TURISMO
Vedi un panorama tra i più belli in Sicilia: la chiami "normanna" ma il nome è sbagliato
Le immagini della natura si scontrano con le architetture di un tempo. Su un colle (nei pressi di Capo Crosso), riservato e imponente, c'è un gioiello senza tempo
La Torre delle Mandre
Il manto stradale, perfetto (caso straordinario), tra curve e saliscendi si affaccia sul Tirreno. I capolavori dell’ambiente trovano una "precisa" collocazione negli “effetti” colorati mimetizzati lungo le coste che da Capo Zafferano giungono sino a Campofelice di Roccella.
Su un colle (nei pressi di Capo Crosso), riservata e imponente, c'è la Torre delle Mandre, Mandrie o Normanna. Il nome induce subito a uno spunto di natura storica. Sembra scontato il periodo di costruzione e invece, nel gioco degli incastri, fu costruita (secondo fonti citate in alcuni documenti) nel 1557 in pieno periodo aragonese.
Spesso menzionata in contesti storici errati (impropriamente e volontariamente), anche l’identità territoriale trova una sua “complessa” vicenda. Difatti, una piccola porzione ricade nel territorio di Trabia.
Da lassù si scorge un panorama a dir poco mozzafiato. Gli avventurieri (spesso e maldestramente) provano a scardinare il cancello (arrugginito) per godere di un paesaggio tra i più belli dell’arco siciliano.
Tra strapiombi che colano a picco sul mare blu turchese e calette dai nomi curiosi, lo sguardo cambia “strategia” e si lascia incuriosire da altri “temi”. Ecco, improvvisamente, spuntare dal nulla un paio di calette dalle forme strane.
In mezzo agli scogli appuntiti e piccole insenature, le spiaggette si ritagliano lo spazio meritato. Formate da ciottoli e ghiaia, si incastrano perfettamente con le acque cristalline.

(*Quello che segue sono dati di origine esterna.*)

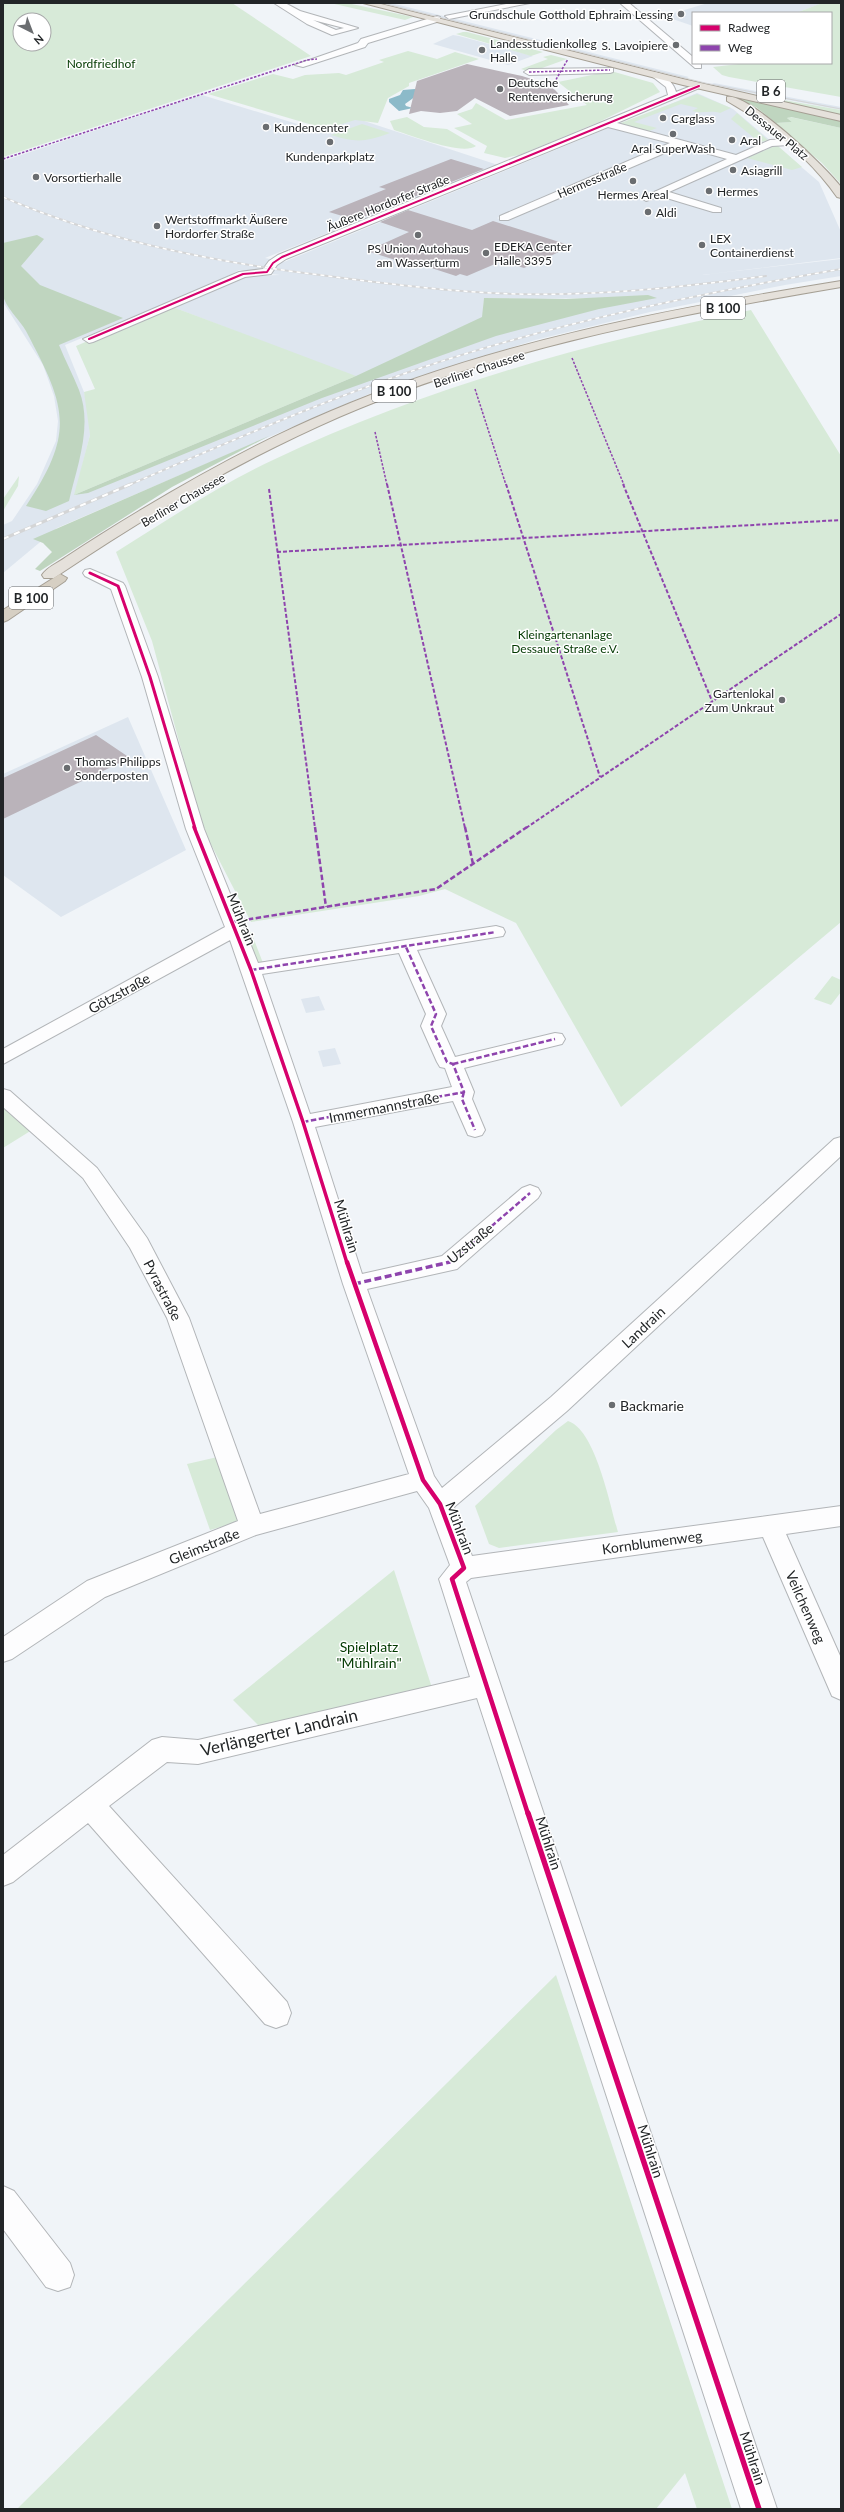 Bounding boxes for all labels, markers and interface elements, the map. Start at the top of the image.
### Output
place label: Grundschule Gotthold Ephraim Lessing [469,7,673,22]
marker: Grundschule Gotthold Ephraim Lessing [676,9,686,19]
north arrow [12,12,52,52]
legend [692,12,832,64]
text: Radweg [728,20,770,35]
text: N [32,32,47,47]
place label: Landesstudienkolleg Halle [490,36,597,65]
place label: S. Lavoipiere [601,38,668,53]
marker: S. Lavoipiere [671,40,681,50]
text: Weg [728,40,752,55]
marker: Landesstudienkolleg Halle [477,45,487,55]
park label: Nordfriedhof [67,56,136,71]
place label: Deutsche Rentenversicherung [508,75,613,104]
road number: B 6 [757,80,785,102]
marker: Deutsche Rentenversicherung [495,84,505,94]
street label: Dessauer Platz [742,103,812,164]
place label: Carglass [671,111,715,126]
marker: Carglass [658,113,668,123]
place label: Kundencenter [274,120,349,135]
marker: Kundencenter [261,122,271,132]
marker: Aral SuperWash [668,129,678,139]
place label: Aral [740,133,761,148]
marker: Aral [727,135,737,145]
marker: Kundenparkplatz [325,137,335,147]
place label: Aral SuperWash [631,141,715,156]
place label: Kundenparkplatz [285,149,375,164]
street label: Hermesstraße [555,159,629,201]
place label: Asiagrill [741,163,782,178]
marker: Asiagrill [728,165,738,175]
place label: Vorsortierhalle [44,170,122,185]
marker: Vorsortierhalle [31,172,41,182]
street label: Äußere Hordorfer Straße [325,172,451,234]
marker: Hermes Areal [628,176,638,186]
place label: Hermes [717,184,758,199]
marker: Hermes [704,186,714,196]
place label: Hermes Areal [597,187,669,202]
place label: Aldi [656,205,677,220]
marker: Aldi [643,207,653,217]
place label: Wertstoffmarkt Äußere Hordorfer Straße [165,212,288,241]
marker: Wertstoffmarkt Äußere Hordorfer Straße [152,221,162,231]
marker: PS Union Autohaus am Wasserturm [413,230,423,240]
place label: LEX Containerdienst [710,231,794,260]
place label: EDEKA Center Halle 3395 [494,239,572,268]
marker: LEX Containerdienst [697,240,707,250]
place label: PS Union Autohaus am Wasserturm [367,241,469,270]
marker: EDEKA Center Halle 3395 [481,248,491,258]
road number: B 100 [701,297,745,319]
street label: Berliner Chaussee [432,347,526,391]
road number: B 100 [372,380,416,402]
street label: Berliner Chaussee [138,470,228,530]
road number: B 100 [9,587,53,609]
park label: Kleingartenanlage Dessauer Straße e.V. [511,627,619,656]
place label: Gartenlokal Zum Unkraut [705,686,775,715]
marker: Gartenlokal Zum Unkraut [777,695,787,705]
place label: Thomas Philipps Sonderposten [75,754,161,783]
marker: Thomas Philipps Sonderposten [62,763,72,773]
street label: Mühlrain [224,890,260,948]
street label: Götzstraße [85,969,153,1017]
street label: Immermannstraße [327,1088,441,1126]
street label: Mühlrain [331,1197,363,1255]
street label: Uzstraße [443,1219,497,1267]
street label: Pyrastraße [140,1257,186,1323]
street label: Landrain [618,1303,668,1351]
place label: Backmarie [620,1397,684,1414]
marker: Backmarie [607,1400,617,1410]
street label: Mühlrain [442,1499,478,1557]
street label: Gleimstraße [166,1524,242,1568]
street label: Kornblumenweg [601,1527,703,1557]
street label: Veilchenweg [782,1568,830,1646]
park label: Spielplatz "Mühlrain" [336,1638,402,1671]
street label: Verlängerter Landrain [198,1704,360,1760]
street label: Mühlrain [532,1814,566,1872]
street label: Mühlrain [634,2122,668,2180]
street label: Mühlrain [736,2429,770,2487] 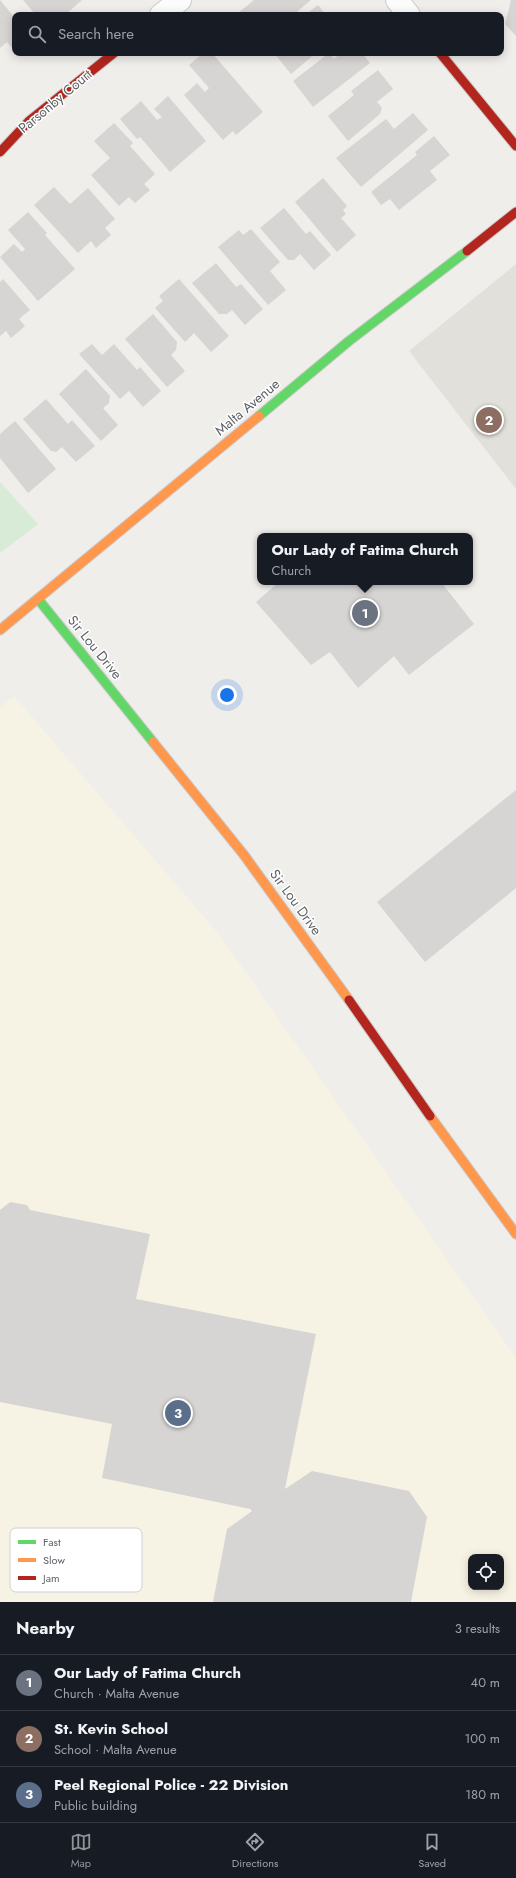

La spiaggia dell’Ombelico di Venere (conosciuta anche come Cala Sciabica) appare nel suo massimo splendore. Il suo nome - secondo le fonti - dovrebbe derivare da uno scoglio che si trova in mezzo al mare (sotto le pendici della scarpata rocciosa sotto la Torre delle Mandre).
Il grigiastro si confonde in un gioco di colori con i fondali tirrenici ricchi di flora e fauna. Simboli del territorio altavillese, le “bellezze” facevano parte di Milicha, l’antico nome che indicava la parte estrema della campagna palermitana Conca d’Oro (tagliata dal Monte Cane).
Un episodio curioso avvenne nel lontano 1713 quando, inviato da Vittorio Amedeo II, il Castelalfiere si innamorò dell’intera zona. Si accorse della torre, il litorale, la Chiesa di Santa Maria di Campogrosso in rovina e un colle assai coltivato.
Rimase folgorato, stupito! La baia è arricchita da alcune cave in calcarenite ormai dismesse (il cosiddetto Buco). Rese famose per i punti strategici usati dai coraggiosi tuffatori, molti anni orsono vennero scelte per girare alcune scene della serie “Agrodolce”.
Inoltre, dopo una “scorpacciata” intensa, lo spirito di osservazione è ingolosito dalla presenza di un sottopassaggio ferroviario, dall’intenso verde della vegetazione e in lontananza, dalle montagne che scolpiscono forme geometriche.
Sono passati tanti secoli e ancor oggi, Milicha è “abbellita” e decorata nonostante le vicissitudini legate all’essere umano.